– Маразм.
– Согласен. Поэтому я к тебе и пришел, а не понес свои идеи сразу судье.
Стас сел поудобнее, подставил лицо теплому вечернему солнцу и зажмурился. Не хотелось думать о таких гадких вещах.
– Да нет, бред, – сказал он, – Тиходольский все-таки был человек с чрезвычайно высоким интеллектом, наверное, умел просчитывать риски. Как-нибудь уж додумался бы, что лучше подождать, пока ребенку исполнится год, отдать половину имущества и соединиться с любимой, чем оказаться за решеткой. Хотя бы безопаснее, не говоря уже о гуманности.
– Стас, ты ведь не женатый?
– Нет. Пока нет, – добавил Стас и улыбнулся, подумав о Леле.
– Вот ты и не знаешь, почему при убийстве первым делом начинают подозревать супруга жертвы.
– Ой, подумаешь, загадка. Во-первых, мужу или жене это больше всего выгодно, а потом чисто практически им легче подобраться к жертве.

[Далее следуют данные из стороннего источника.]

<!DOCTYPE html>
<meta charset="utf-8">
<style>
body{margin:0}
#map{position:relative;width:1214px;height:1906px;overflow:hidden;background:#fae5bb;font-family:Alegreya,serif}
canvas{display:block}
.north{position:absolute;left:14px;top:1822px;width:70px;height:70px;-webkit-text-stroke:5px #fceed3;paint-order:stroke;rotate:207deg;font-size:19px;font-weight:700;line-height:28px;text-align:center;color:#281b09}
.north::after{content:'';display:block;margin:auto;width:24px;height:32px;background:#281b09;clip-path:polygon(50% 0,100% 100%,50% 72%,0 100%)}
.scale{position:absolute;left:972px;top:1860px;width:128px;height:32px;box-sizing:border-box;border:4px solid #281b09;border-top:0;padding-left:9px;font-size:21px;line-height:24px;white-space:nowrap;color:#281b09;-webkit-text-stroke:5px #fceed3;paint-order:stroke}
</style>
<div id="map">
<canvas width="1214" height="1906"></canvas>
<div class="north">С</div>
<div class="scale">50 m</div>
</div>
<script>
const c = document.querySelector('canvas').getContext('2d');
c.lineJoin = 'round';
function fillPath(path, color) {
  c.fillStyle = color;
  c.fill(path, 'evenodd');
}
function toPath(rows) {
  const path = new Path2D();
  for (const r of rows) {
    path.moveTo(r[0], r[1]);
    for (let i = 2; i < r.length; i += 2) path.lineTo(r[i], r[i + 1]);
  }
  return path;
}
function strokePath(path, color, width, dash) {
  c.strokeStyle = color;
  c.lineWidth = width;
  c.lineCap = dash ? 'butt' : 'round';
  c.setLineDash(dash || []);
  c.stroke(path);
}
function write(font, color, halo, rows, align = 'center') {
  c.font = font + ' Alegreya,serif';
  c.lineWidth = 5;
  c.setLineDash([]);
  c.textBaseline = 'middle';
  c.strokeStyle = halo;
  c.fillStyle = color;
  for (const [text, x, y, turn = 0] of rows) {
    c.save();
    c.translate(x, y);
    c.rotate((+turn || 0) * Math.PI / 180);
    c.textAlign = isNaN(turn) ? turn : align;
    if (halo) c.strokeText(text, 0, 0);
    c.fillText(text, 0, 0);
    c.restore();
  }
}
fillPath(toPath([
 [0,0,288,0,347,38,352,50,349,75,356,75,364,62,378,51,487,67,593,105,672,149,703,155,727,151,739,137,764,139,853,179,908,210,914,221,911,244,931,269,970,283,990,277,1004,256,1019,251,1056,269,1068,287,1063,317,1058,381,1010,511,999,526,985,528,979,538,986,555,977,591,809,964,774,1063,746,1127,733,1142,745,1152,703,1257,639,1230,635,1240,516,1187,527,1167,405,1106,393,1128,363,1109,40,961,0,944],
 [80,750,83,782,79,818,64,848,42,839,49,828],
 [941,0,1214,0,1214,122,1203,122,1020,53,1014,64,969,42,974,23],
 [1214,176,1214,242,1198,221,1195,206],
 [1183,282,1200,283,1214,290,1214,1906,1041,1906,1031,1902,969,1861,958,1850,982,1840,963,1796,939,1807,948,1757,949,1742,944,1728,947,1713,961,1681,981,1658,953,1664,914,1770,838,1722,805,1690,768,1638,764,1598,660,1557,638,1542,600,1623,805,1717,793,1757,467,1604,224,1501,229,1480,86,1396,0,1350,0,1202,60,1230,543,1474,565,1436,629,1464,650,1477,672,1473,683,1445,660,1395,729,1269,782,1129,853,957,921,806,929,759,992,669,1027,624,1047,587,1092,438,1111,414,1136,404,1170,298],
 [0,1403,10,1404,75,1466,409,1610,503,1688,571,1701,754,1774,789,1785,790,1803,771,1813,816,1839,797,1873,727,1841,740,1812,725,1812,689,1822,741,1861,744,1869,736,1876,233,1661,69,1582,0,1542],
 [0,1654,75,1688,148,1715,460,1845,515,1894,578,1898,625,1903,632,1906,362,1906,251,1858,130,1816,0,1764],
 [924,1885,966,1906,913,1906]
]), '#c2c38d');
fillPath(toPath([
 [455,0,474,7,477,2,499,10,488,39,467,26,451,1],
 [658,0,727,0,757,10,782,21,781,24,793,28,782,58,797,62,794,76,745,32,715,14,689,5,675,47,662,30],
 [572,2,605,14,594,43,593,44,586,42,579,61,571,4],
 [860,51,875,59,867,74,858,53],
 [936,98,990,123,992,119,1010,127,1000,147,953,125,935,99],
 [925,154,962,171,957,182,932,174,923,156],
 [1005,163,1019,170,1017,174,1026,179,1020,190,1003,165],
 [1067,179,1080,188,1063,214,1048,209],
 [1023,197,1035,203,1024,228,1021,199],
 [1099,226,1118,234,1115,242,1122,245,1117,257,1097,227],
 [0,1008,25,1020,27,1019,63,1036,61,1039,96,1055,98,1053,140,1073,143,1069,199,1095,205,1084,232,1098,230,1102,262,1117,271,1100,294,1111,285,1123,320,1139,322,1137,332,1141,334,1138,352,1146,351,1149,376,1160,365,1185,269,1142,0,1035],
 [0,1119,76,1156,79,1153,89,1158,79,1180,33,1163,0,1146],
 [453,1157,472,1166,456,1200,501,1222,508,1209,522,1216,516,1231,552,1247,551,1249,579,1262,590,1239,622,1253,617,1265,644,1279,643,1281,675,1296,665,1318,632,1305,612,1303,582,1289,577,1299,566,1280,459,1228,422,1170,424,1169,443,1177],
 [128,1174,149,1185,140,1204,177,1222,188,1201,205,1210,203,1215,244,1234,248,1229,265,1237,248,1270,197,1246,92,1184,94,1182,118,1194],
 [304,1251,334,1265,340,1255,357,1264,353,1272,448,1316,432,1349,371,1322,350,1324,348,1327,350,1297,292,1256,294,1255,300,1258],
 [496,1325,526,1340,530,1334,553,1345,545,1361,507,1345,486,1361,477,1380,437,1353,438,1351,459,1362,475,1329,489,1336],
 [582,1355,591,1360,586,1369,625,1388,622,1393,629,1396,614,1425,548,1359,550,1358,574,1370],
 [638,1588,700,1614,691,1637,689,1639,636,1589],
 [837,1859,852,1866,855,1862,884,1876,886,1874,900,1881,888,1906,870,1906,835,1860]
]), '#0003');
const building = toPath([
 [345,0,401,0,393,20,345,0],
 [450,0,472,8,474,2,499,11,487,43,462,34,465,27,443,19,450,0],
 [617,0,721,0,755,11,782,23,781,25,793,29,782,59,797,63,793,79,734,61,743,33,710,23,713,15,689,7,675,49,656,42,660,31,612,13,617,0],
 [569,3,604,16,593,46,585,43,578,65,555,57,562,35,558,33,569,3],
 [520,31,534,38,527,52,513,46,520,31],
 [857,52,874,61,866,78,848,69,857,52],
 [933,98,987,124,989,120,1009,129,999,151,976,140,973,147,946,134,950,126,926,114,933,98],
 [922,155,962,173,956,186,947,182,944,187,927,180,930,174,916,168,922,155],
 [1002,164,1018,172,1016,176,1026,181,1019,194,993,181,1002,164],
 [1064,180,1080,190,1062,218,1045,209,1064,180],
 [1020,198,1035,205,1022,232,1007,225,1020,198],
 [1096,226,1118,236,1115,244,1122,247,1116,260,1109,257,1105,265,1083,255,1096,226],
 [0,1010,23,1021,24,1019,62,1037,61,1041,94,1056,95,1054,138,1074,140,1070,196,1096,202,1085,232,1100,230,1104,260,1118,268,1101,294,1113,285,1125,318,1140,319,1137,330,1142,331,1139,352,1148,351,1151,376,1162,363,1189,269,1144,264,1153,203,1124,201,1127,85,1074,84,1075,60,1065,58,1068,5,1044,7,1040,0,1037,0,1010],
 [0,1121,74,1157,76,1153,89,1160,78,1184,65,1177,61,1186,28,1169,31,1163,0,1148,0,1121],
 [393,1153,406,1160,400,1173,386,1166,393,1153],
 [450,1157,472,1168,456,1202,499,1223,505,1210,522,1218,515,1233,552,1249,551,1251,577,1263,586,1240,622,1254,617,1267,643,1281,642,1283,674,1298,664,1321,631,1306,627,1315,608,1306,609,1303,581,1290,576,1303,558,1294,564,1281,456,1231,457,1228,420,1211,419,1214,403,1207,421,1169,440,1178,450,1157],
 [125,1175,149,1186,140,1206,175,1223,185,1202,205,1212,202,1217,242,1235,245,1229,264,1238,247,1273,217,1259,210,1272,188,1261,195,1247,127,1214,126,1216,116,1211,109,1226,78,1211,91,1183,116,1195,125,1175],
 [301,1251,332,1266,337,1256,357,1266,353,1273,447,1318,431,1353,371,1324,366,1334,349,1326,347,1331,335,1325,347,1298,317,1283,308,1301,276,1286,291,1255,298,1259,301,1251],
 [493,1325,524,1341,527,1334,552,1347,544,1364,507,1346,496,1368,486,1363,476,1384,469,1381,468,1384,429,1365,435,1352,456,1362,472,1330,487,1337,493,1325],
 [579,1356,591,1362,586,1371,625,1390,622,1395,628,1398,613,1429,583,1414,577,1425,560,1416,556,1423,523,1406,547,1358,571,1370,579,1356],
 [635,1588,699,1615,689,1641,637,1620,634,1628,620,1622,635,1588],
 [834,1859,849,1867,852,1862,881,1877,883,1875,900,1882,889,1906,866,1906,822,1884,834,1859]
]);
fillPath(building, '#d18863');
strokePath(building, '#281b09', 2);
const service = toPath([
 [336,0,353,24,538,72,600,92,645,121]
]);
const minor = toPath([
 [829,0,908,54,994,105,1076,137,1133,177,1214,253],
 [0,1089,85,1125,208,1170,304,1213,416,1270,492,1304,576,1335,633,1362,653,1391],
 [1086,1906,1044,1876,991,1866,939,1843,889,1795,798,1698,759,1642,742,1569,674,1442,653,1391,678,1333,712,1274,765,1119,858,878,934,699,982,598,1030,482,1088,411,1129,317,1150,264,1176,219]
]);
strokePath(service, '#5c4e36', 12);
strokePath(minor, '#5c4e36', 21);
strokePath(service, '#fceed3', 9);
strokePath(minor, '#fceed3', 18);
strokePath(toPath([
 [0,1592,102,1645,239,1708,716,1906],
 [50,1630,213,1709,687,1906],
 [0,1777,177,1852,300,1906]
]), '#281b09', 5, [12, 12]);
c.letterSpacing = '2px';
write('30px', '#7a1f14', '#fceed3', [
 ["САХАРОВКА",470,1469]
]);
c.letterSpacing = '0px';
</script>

– Так да не так. Когда долго живешь с человеком, ты как бы срастаешься с ним, начинаешь воспринимать частью себя. Ты понимаешь, о чем он думает, чего хочет, чувствуешь его настроение, и в конце концов можешь заставить его делать за тебя то, что должен сам. Это связь особенная, Стас, и рвется она очень трудно.
– Так это же хорошо.
– Как сказать… Создается иллюзия, что проще убить, чем развестись. Во всяком случае, незрелым личностям начинает казаться, что они имеют право распоряжаться жизнью своего супруга. Сначала решать, как ему жить, а потом – а жить ли вообще. Понимаешь, человек чувствует моральное право на убийство. Ах, он меня унижал, вообще загубил мою жизнь, а я-то что сижу?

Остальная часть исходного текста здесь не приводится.